▶ [EXERCISE DIRECTIONS]:
Beginning with the first line, transcribe the entries below exactly through the line containing "For a GIS import: Convert", inclusive.

▶ [Saved data entries]:
——————————

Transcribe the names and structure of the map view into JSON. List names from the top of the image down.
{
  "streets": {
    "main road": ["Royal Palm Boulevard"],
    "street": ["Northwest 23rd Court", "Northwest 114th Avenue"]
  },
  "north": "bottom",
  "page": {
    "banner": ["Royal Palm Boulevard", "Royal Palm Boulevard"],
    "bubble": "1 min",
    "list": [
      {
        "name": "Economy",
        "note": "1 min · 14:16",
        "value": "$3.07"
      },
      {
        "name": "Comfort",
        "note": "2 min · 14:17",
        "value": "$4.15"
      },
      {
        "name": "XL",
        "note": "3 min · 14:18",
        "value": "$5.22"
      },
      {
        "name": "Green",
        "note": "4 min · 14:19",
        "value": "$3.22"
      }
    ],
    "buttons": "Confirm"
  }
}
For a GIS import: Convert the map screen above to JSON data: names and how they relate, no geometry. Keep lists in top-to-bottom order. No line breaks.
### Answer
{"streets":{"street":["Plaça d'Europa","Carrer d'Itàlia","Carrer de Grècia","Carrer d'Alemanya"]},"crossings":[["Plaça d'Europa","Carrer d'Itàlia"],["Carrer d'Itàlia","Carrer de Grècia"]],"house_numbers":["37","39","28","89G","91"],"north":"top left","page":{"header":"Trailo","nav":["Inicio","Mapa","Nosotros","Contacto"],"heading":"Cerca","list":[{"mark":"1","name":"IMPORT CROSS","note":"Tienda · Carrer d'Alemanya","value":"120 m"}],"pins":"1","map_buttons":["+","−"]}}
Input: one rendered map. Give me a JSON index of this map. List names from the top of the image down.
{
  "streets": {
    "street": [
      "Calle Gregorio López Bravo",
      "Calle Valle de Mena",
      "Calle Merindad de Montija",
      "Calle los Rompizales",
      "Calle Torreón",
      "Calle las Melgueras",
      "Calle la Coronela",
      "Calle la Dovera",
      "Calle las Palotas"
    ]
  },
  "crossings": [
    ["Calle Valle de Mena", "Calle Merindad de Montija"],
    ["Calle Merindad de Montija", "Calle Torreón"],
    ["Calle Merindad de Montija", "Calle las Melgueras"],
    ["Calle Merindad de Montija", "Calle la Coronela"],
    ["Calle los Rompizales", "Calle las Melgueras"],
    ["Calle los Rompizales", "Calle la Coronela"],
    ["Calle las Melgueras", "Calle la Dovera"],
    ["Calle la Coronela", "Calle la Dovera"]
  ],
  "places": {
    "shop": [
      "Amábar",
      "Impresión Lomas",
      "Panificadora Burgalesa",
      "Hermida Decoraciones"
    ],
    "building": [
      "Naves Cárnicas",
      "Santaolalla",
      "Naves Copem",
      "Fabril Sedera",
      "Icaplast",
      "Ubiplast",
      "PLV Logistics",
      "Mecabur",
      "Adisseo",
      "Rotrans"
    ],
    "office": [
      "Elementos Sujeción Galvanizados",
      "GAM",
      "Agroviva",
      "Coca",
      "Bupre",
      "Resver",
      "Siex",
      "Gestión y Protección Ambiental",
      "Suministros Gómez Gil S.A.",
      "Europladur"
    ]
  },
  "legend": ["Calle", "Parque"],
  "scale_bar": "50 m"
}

——————————

▶ [RESULT]:
Transcribe the names and structure of the map view into JSON. List names from the top of the image down.
{
  "streets": {
    "main road": ["Royal Palm Boulevard"],
    "street": ["Northwest 23rd Court", "Northwest 114th Avenue"]
  },
  "north": "bottom",
  "page": {
    "banner": ["Royal Palm Boulevard", "Royal Palm Boulevard"],
    "bubble": "1 min",
    "list": [
      {
        "name": "Economy",
        "note": "1 min · 14:16",
        "value": "$3.07"
      },
      {
        "name": "Comfort",
        "note": "2 min · 14:17",
        "value": "$4.15"
      },
      {
        "name": "XL",
        "note": "3 min · 14:18",
        "value": "$5.22"
      },
      {
        "name": "Green",
        "note": "4 min · 14:19",
        "value": "$3.22"
      }
    ],
    "buttons": "Confirm"
  }
}
For a GIS import: Convert the map screen above to JSON data: names and how they relate, no geometry. Keep lists in top-to-bottom order. No line breaks.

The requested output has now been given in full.